Артем маялся во времянке, как в тюремной камере. Включал дребезжащий обогреватель, дожидался, пока он слегка оживит воздух, и выключал. Долго слушать дребезжание и треск было невыносимо… Заворачивался в тяжелое одеяло, дремал под ленивое постукивание капель о дерево, железо, стекло… В городе дождь был другим – от него легко было спрятаться, забыть, что он есть. А здесь, даже если уши заткнуть, зажмуриться накрепко, все равно спрятаться не удавалось – дождем был пропитан воздух даже в теплой избе, волей-неволей представлялось, как влага точит доски, бревна, разъедает железо, шифер, бетон… Наверняка в подпол у родителей вода протекает… Вот и построили за лето дом – подпол и часть фундамента. Если такими темпами дальше, то лет через пять до крыши дойдут. А подпол обвалится…

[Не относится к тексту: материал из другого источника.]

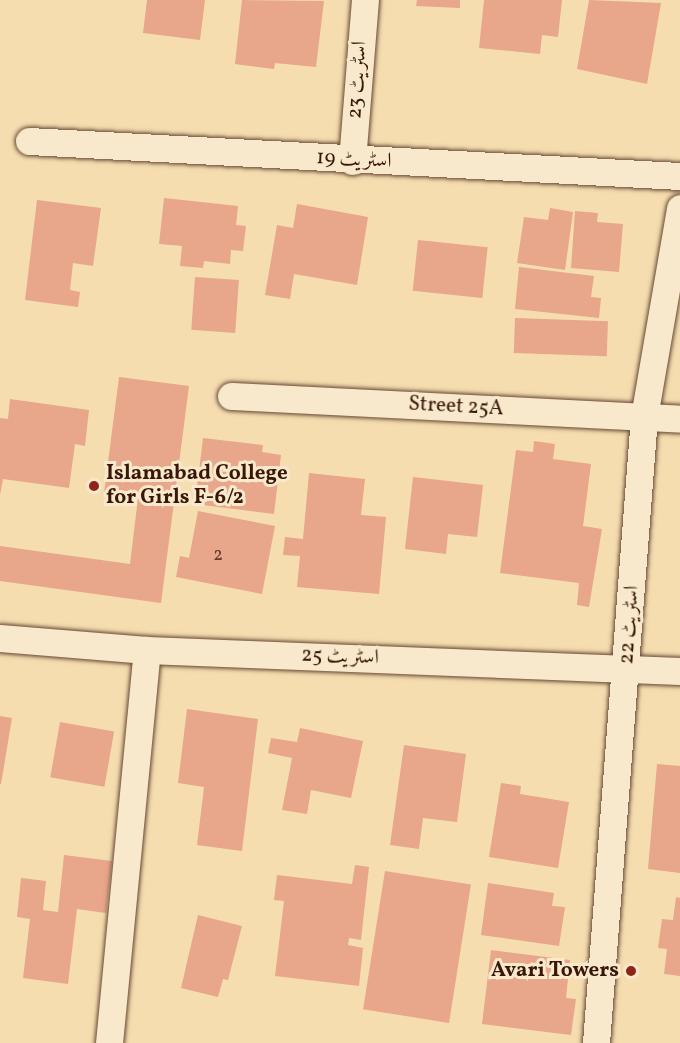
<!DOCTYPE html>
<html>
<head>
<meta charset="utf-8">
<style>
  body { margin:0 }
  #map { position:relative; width:680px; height:1043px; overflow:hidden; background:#f5ddb0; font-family:Vollkorn,Amiri,serif }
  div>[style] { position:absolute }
  .building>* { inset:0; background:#e8a68a; transform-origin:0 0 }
  .roads { filter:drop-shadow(0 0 2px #674832) drop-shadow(0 0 2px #674832) }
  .street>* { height:27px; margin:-13.5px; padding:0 13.5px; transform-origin:13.5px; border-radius:13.5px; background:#f8e9cc }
  .dots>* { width:16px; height:16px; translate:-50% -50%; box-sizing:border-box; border:3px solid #f8e9cc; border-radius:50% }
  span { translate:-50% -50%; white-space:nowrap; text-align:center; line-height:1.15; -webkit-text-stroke:6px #f8e9cc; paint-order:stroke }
  .number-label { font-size:18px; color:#643a28 }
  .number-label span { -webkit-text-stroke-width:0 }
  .street-label { font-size:21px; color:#381608 }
  .poi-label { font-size:21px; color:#381608; font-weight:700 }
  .left { translate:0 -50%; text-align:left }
  .right { translate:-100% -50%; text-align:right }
</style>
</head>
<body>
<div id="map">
  <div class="building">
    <div style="clip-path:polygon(147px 0,205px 0,200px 40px,143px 33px)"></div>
    <div style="clip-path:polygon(242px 0,324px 1px,316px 67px,275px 63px,274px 69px,235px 64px)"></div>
    <div style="clip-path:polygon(417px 0,460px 0,460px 8px,416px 6px)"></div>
    <div style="clip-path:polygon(484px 0,562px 0,558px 37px,542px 35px,540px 54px,479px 48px)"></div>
    <div style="clip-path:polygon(589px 0,661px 3px,647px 84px,577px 69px)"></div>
    <div style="clip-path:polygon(164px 198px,238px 206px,236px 225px,246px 226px,243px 251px,231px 250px,230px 264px,204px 261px,203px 268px,180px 266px,182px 246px,159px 244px)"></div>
    <div style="clip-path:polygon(37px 200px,101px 208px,93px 266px,73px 263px,70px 290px,80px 292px,78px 307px,25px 300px)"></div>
    <div style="clip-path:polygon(297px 204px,368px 217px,357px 285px,294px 274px,290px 299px,265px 295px,277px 225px,293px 228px)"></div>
    <div style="clip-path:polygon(550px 208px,573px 212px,565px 270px,517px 263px,524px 217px,548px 220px)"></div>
    <div style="clip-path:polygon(575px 211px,598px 213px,597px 222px,623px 224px,619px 272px,571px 268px)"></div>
    <div style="left:418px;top:240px;width:70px;height:51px;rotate:6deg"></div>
    <div style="clip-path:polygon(519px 267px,594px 276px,591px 297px,601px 298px,599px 318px,515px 309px)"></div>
    <div style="left:195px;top:277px;width:44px;height:53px;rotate:4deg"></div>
    <div style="left:515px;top:318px;width:93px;height:35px;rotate:2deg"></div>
    <div style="clip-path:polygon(119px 377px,189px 386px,161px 603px,0 581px,0 546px,130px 564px,138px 498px,104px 493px)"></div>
    <div style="clip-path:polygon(10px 399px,89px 410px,85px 446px,75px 444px,69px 488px,3px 479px,0 495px,0 418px,8px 419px)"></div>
    <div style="clip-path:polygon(203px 438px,263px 445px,262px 452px,281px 455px,274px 514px,195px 504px)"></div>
    <div style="clip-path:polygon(534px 441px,555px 444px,553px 459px,591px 464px,583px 526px,602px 529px,589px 607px,577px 605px,579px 583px,500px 573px,516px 450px,533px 452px)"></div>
    <div style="clip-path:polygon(309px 473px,365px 479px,361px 515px,386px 517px,379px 594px,297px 587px,300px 556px,283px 555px,285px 537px,303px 539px)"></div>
    <div style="clip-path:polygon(413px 477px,483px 485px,477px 537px,448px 534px,446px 554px,405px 549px)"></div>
    <div style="clip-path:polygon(198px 511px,275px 526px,262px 594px,176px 577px,180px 556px,189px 558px)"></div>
    <div style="clip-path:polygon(187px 709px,258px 719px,242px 851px,197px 845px,204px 787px,178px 783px)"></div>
    <div style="clip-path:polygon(0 716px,12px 718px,1px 784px,0 784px)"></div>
    <div style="left:60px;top:722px;width:55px;height:56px;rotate:10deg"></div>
    <div style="clip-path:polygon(300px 728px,363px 741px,351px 798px,311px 790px,307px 814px,282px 810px,292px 758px,268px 753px,271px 738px,297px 742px)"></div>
    <div style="clip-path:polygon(404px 745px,466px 754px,457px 822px,423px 818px,419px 849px,390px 845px)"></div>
    <div style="clip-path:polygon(657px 764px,680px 766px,680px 873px,648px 869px)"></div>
    <div style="clip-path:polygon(501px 783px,521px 786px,520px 794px,569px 802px,558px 868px,489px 857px)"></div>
    <div style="clip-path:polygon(64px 855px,112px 861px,106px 913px,77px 909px,68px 984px,23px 978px,30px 919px,17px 917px,21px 878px,46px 881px,43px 910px,58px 912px)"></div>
    <div style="clip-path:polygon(355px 865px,369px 867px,361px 940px,349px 938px,348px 945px,363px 948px,359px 986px,275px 976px,284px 901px,274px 900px,277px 875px,352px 884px)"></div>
    <div style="left:385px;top:871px;width:87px;height:140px;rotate:9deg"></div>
    <div style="clip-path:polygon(488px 883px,554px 893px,552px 906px,565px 907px,559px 946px,481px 935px)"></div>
    <div style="clip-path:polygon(676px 897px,680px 898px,680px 976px,664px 974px,667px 949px,658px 948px,662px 919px,673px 920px)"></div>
    <div style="clip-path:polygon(198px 915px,242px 926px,228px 980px,223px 979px,218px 997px,181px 988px)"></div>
    <div style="clip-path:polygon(491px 950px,570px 960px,566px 998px,576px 999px,571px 1035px,482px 1024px)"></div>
  </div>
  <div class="roads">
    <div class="street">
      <div style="left:29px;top:141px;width:652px;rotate:3.08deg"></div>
      <div style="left:352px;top:161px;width:162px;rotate:-85.4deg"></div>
      <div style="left:231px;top:396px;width:450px;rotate:2.9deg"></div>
      <div style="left:0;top:638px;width:147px;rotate:4.7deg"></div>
      <div style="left:147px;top:650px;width:533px;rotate:2.26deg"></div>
      <div style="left:109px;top:1043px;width:395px;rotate:-84.5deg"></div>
      <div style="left:596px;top:1043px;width:628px;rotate:-85.62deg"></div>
      <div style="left:644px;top:417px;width:212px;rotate:-80.2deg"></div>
    </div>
  </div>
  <div class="dots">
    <div style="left:94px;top:486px;background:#8f2418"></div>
    <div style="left:631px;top:971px;background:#8f2418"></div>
  </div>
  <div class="number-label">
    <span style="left:218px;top:556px">2</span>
  </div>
  <div class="street-label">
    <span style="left:358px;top:80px;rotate:-86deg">اسٹریٹ 23</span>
    <span style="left:354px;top:160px;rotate:3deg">اسٹریٹ 19</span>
    <span style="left:456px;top:407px;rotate:3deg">Street 25A</span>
    <span style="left:630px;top:625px;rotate:-86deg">اسٹریٹ 22</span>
    <span style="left:340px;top:657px;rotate:2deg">اسٹریٹ 25</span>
  </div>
  <div class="poi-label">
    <span class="left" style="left:106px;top:486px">Islamabad College<br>for Girls F-6/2</span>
    <span class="right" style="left:619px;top:971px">Avari Towers</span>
  </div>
</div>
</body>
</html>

Вдобавок к невеселым мыслям и томительному безделью у Артема – продуло, что ли, – заболел зуб. Сначала просто почувствовалось, что он есть, один из многих других в верхней челюсти, потом заныл, потом уже заболел по-настоящему, ни на секунду не давая покоя. Боль перекинулась и на соседние зубы.
Артем не выдержал, зашел в дом, попросил анальгина. Анальгина не оказалось, теща развела соду в теплой воде, велела полоскать. Полоскание не помогло – наоборот, боль стала стреляющей, в десне словно бы трещало, лопалось…
– Ох, да что делать-то?! – досадливо вопрошала теща, перебирая лекарства в жестяной банке из-под печенья. – Говорят, йодом надо смазывать. На ватку, и туда ее…
Валя сидела в единственном в доме кресле, выпятив живот, смотрела на Артема так, будто он пустяками морочит всем головы.
– Ну, давайте этот, – захлебываясь горьковатой слюной, сказал Артем, – йод.
Через полчаса безуспешных попыток унять боль он направился к родителям. Решил попросить денег на автобус, чтоб ехать к стоматологу…
Еще не войдя, лишь открыв дверь, уловил запах водки. В последнее время, когда бывал здесь, часто заставал отца сидящим за бутылкой.
Сегодня вместе с отцом сидел и Юрка. Бабка Татьяна наблюдала за ними из своего угла. Мать смотрела телевизор в комнате.
– А-а, – покривил отец губы, – здоро́во. Что, опять за финансами?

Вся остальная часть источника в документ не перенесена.